Visiting the Fitz (as locals know it) is easy by train and local bus or park and ride. The bus from Trumpington P+R has a stop within 100 metres of the museum; others terminate in the city centre but the walk – weather permitting – goes past several colleges.
The main entrance is currently shrouded in tarpaulin. This isn't, along with the JCB on the grass nearby, an art installation though it could be, a testament to a forward looking policy at the Fitwilliam. There are usually contemporary sculptures rather than the JCB, and regular temporary exhibitions allow modern works to hold conversations, as artists like to say, with the permanent collection.
Mundane necessity requires the tarpaulin, however, as the Corinthian portico is in need of restoration. In current weather conditions it at least offers a respite to visitors, who themselves may need restoration at the entrance.

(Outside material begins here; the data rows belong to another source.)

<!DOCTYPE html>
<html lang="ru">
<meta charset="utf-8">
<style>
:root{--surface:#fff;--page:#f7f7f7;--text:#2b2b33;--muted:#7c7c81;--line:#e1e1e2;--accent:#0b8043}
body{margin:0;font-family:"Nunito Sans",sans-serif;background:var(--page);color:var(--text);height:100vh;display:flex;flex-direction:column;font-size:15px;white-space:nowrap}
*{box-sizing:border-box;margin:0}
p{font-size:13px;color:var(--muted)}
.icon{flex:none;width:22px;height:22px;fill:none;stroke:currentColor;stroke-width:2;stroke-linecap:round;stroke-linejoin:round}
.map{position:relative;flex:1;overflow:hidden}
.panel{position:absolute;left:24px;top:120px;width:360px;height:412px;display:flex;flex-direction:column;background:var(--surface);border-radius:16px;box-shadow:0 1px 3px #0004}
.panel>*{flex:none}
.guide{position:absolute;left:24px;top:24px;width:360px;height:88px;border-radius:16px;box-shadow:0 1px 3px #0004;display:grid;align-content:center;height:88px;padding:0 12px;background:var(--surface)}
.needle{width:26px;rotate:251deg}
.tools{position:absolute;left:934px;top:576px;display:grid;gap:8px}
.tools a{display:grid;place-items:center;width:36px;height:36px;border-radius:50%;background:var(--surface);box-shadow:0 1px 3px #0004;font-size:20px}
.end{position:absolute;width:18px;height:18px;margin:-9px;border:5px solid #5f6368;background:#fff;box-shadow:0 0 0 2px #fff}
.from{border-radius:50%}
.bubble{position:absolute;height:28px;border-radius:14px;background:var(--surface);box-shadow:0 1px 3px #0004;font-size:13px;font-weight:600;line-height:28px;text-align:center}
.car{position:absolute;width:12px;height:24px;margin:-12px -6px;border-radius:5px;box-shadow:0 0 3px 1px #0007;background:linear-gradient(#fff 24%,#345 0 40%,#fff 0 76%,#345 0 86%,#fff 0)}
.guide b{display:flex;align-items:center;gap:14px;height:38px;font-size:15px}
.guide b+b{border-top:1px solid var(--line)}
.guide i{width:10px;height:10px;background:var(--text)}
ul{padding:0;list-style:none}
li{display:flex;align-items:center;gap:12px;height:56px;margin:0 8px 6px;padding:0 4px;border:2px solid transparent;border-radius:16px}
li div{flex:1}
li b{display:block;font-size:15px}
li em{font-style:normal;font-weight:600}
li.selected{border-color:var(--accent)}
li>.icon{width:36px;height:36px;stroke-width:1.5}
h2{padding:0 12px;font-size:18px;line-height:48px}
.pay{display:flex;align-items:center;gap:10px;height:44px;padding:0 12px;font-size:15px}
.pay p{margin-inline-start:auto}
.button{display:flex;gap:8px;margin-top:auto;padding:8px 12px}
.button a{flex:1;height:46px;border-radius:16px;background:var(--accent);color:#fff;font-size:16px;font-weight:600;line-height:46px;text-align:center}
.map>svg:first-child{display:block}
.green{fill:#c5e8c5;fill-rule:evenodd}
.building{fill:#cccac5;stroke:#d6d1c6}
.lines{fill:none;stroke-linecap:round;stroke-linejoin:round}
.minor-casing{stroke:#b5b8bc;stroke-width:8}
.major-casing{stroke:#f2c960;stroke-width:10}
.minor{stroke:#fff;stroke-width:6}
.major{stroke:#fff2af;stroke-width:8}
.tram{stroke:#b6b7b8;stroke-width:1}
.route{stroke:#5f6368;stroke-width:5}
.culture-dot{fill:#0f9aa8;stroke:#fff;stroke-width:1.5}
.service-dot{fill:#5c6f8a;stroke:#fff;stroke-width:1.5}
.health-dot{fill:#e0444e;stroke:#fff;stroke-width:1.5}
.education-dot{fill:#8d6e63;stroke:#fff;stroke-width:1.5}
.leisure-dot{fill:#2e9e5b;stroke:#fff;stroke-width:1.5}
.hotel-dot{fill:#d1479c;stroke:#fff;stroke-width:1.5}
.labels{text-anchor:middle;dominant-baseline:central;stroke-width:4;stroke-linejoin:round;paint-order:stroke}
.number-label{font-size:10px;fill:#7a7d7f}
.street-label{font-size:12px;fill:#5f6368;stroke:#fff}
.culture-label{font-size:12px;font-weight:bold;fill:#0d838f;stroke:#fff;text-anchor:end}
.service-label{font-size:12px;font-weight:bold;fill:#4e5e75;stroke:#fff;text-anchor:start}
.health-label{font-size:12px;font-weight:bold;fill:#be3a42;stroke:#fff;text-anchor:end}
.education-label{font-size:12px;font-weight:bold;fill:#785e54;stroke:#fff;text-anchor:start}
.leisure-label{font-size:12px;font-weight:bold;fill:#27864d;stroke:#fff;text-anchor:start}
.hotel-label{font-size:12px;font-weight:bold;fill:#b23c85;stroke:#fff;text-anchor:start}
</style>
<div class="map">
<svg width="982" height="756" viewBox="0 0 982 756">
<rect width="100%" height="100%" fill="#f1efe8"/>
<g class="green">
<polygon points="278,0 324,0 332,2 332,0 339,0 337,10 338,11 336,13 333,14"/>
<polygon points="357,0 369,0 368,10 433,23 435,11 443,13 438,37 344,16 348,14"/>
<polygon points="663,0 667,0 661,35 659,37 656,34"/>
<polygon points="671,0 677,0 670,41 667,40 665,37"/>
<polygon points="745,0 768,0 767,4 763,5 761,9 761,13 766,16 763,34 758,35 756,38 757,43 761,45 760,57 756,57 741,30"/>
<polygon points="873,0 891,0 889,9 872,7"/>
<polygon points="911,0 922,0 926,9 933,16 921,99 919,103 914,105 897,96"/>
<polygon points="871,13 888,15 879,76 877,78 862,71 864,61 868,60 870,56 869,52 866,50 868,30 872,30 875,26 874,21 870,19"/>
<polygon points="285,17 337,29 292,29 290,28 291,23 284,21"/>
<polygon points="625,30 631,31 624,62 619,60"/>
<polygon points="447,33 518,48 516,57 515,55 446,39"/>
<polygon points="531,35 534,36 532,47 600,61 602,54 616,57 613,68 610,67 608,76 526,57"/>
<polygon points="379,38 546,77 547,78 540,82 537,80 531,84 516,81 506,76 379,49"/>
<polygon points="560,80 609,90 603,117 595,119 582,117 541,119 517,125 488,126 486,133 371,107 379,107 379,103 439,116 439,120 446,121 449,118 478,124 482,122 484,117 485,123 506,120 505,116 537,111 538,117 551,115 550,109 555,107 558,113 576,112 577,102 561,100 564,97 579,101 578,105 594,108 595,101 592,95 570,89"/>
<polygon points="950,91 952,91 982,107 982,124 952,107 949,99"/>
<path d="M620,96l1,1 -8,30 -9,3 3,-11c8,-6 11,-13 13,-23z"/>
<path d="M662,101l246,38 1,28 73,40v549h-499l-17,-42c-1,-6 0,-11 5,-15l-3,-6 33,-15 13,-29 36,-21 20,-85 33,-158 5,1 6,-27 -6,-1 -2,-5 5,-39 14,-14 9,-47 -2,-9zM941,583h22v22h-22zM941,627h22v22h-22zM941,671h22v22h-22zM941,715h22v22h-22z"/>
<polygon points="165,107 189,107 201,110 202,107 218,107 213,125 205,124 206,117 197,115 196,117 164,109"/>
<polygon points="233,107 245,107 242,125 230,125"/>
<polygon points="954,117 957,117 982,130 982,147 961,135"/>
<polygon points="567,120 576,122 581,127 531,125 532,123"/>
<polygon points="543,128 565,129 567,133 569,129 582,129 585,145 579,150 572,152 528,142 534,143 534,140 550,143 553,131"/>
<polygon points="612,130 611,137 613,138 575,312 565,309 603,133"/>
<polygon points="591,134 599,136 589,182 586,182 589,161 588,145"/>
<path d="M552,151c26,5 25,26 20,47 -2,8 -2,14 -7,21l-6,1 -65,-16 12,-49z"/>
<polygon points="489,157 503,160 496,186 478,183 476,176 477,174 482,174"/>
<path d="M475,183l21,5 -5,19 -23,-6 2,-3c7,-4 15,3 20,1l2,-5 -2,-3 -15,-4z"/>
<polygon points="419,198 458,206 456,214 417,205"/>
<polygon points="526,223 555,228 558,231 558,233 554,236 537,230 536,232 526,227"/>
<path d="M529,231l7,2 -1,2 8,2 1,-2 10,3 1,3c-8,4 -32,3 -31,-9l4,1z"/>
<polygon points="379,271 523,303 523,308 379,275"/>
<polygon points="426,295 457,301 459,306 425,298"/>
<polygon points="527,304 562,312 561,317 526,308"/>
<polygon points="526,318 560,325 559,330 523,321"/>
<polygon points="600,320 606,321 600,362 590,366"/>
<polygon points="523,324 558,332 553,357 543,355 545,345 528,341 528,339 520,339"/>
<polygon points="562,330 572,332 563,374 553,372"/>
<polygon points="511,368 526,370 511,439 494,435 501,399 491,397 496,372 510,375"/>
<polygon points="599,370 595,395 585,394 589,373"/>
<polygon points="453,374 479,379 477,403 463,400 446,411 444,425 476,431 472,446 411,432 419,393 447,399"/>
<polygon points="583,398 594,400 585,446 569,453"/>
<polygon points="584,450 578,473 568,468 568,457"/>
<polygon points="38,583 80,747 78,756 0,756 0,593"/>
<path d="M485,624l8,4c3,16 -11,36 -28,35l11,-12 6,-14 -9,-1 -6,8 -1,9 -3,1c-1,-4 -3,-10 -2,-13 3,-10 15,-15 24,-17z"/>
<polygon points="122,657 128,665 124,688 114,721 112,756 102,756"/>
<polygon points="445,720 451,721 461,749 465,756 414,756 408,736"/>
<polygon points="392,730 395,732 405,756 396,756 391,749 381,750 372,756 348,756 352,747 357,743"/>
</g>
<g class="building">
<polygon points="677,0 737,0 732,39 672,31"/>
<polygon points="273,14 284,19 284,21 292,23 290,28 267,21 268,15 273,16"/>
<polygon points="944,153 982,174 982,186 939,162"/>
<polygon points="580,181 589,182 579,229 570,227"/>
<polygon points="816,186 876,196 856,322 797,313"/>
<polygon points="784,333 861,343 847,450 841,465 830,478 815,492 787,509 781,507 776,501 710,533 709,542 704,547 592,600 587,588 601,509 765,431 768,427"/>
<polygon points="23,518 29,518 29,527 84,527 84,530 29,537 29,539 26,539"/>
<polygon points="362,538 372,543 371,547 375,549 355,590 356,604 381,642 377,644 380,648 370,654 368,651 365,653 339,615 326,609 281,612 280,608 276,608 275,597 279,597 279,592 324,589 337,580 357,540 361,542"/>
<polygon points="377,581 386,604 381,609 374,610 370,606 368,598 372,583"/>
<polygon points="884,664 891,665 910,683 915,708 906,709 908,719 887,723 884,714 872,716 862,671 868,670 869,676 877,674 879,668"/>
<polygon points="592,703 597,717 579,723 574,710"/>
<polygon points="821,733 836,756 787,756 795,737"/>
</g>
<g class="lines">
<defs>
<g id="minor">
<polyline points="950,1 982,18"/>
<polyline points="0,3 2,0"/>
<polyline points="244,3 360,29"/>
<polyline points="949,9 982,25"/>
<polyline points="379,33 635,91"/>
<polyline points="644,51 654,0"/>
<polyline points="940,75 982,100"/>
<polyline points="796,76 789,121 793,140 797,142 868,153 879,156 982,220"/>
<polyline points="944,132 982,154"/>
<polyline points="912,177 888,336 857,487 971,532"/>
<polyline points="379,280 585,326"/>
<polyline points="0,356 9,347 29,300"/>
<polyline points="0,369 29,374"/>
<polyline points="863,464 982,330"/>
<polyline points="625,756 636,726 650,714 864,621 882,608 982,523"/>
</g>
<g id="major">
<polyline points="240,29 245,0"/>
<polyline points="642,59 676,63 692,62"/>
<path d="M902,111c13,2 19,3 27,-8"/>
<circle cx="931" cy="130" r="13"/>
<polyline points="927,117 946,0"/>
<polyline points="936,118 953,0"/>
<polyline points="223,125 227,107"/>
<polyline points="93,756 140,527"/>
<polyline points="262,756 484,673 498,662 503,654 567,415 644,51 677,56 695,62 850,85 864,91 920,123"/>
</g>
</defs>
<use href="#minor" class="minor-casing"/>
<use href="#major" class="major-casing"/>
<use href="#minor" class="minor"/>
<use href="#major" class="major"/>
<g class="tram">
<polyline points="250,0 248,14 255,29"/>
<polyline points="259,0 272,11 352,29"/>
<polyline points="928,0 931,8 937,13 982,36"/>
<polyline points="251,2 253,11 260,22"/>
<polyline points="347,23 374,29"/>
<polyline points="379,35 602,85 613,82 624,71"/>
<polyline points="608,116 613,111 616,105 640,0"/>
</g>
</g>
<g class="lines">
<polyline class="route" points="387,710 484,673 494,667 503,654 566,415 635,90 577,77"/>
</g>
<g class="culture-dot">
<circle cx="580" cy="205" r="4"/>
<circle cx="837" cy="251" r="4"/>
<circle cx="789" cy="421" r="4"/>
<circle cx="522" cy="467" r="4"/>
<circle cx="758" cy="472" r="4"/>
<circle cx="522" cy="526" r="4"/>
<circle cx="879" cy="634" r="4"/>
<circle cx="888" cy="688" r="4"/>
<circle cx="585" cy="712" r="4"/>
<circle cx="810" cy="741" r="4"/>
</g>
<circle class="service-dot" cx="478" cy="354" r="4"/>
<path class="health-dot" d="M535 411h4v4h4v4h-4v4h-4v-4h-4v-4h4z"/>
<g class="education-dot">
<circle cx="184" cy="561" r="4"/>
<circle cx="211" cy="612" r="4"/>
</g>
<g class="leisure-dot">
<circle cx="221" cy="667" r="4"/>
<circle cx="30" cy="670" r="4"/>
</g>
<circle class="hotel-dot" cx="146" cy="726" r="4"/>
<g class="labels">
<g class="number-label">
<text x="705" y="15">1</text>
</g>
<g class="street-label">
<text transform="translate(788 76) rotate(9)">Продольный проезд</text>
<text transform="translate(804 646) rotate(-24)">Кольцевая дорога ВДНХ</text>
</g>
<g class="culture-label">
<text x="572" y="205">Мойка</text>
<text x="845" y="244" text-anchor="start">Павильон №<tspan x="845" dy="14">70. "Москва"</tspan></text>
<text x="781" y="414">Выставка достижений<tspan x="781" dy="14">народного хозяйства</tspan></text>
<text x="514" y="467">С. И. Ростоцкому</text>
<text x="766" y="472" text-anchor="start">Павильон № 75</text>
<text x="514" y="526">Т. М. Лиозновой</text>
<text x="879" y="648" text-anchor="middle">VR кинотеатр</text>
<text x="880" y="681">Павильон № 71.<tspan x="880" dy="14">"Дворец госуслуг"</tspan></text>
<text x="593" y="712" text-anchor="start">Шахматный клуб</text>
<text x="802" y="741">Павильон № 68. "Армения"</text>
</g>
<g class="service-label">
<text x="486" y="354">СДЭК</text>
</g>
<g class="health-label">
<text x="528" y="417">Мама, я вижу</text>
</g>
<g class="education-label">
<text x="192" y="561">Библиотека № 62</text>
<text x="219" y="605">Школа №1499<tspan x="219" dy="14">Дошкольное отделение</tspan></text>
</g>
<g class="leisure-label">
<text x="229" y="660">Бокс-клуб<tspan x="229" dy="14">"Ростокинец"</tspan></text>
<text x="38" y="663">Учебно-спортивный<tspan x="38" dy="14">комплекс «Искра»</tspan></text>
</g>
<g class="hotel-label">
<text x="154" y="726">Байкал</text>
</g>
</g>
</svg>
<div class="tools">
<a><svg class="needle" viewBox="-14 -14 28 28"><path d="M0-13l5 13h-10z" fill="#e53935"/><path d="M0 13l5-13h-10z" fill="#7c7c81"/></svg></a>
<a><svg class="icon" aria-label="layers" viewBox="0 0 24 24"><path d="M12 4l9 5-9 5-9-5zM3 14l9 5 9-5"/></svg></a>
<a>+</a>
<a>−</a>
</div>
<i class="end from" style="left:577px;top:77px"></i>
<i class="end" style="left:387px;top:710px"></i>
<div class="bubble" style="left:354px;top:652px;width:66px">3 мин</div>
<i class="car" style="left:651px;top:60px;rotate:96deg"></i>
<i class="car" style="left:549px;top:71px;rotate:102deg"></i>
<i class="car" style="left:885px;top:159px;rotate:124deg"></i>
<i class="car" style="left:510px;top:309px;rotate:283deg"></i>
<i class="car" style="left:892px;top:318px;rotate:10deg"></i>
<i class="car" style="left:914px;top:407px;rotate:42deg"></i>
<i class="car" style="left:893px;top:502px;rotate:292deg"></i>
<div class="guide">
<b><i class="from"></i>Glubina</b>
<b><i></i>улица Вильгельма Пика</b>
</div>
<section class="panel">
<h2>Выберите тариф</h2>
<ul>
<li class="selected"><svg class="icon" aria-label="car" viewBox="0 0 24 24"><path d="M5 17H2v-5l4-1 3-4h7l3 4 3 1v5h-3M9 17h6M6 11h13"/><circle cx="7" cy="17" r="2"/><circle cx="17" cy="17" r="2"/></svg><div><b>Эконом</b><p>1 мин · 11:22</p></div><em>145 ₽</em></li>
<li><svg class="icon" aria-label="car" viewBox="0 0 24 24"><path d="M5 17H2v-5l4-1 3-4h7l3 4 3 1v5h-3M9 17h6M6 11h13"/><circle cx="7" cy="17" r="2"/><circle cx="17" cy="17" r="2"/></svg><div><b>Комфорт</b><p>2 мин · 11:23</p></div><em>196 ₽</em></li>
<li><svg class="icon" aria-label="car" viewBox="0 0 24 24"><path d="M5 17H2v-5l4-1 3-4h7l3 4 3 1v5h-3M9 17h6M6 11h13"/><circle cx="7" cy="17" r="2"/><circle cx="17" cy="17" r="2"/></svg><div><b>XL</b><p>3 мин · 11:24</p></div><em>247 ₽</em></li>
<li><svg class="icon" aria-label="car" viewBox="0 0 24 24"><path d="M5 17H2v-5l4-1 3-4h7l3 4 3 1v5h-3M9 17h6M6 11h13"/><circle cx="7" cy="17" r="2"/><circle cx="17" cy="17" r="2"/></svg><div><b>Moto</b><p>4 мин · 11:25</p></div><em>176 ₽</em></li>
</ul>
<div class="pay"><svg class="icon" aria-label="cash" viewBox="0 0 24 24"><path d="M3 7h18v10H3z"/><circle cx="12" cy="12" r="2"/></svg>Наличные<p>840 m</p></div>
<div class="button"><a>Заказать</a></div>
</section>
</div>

The choice on entrance is up, to paintings and sculpture from the Renaissance to the twentieth century, or down to antiquities, from Egypt to Rome. Upstairs, through the Octagon showing gold coins of the Iceni recently excavated at Wickham Market, there are the Adeane Galleries of contemporary art, including at present an exhibition of Antony Craxton's drawings and paintings, and the Shiba Room, showing British flower paintings but usually Japanese prints. Downstairs there are ceramics, from Asia, the Islamic world and Europe, medieval armour and manuscripts.
Every time I've been there over forty years there has been something new to wonder at as well as familiar treasures. These never tire but seem to gain with each visit. All there is to regret is the cynical theft some time ago of priceless Chinese jade.
Although reorganised to make the best of what remains the Chinese Room still seems forlorn. Nonetheless it is currently the starting point of an intervention by the ceramicist Edmund de Waal, that exemplifies the policy of encouraging "conversations".
Edmund de Waal's lifelong passion for porcelain took him to Jingdezhen, the centre of Chinese porcelain craft for more than a millennium. He commissioned a number of long white tiles on which he has arranged a selection of his favourite vessels from the permanent collection. These are of all ages, Chinese, Japanese and Korean, German, Italian and English, arranged in vitrines (glass cabinets) with drawers that can be opened on documents telling the stories of porcelain through that millennium. At beginning and end the older works are complemented by two of his own vitrines, and a third is to be found in an adjacent gallery.
To echo the mystery of porcelain, as told in some of the documents, his own works tease the viewer who can't usually see everything in the vitrines. The third is placed inside one of the museum's antique cabinets and could easily be missed altogether.
The stories de Waal offers include presentations to emperors, purchases by European grandees, and even a three-way correspondence between a museum director, a donor and the Wedgwood factory. Two Chinese vases actually imitate Wedgwood jasperware. Another point made is that when a blue glaze failed and the decoration became green the vessel could not be offered to the emperor but was sold – a new slant on commerce, as is the case of Chinese craftman making fake antiquities, which prove nothing is new.
Several broken items illustrate the great difficulty of porcelain, and de Waal's vitrines, (no capitals) 'yourself, you' and 'a thousand hours', do likewise. The playfully hidden item is called 'in plain sight'.
The whole intervention takes a deal of patience but rewards by bringing treasures old and more recent into a new context. We were assisted by a really helpful guide, without whom we may not have gained as much as we did.
This was a splendid example of the kind of "conversation" the Fitz manages really well: in recent years there have been exhibitions by Maggi Hambling, Lucien Freud and Quentin Blake, each of which provoked a fresh look at works in other galleries. The Craxton, too, suggests looking at Matisse, de Stael and Hitchens, for their use of brilliant colour.
Add to all this a first class cafe offering drinks, snacks or lunches plus a good shop and the verdict has to be, if there is a better museum outside London I don't know it. The query in my title is just for the sake of the museum's academic integrity. There is even the afterthought: how much high-level discussion was needed before agreeing the notice in the toilets should say "Now please wash your hands" instead of "Now wash your hands please"?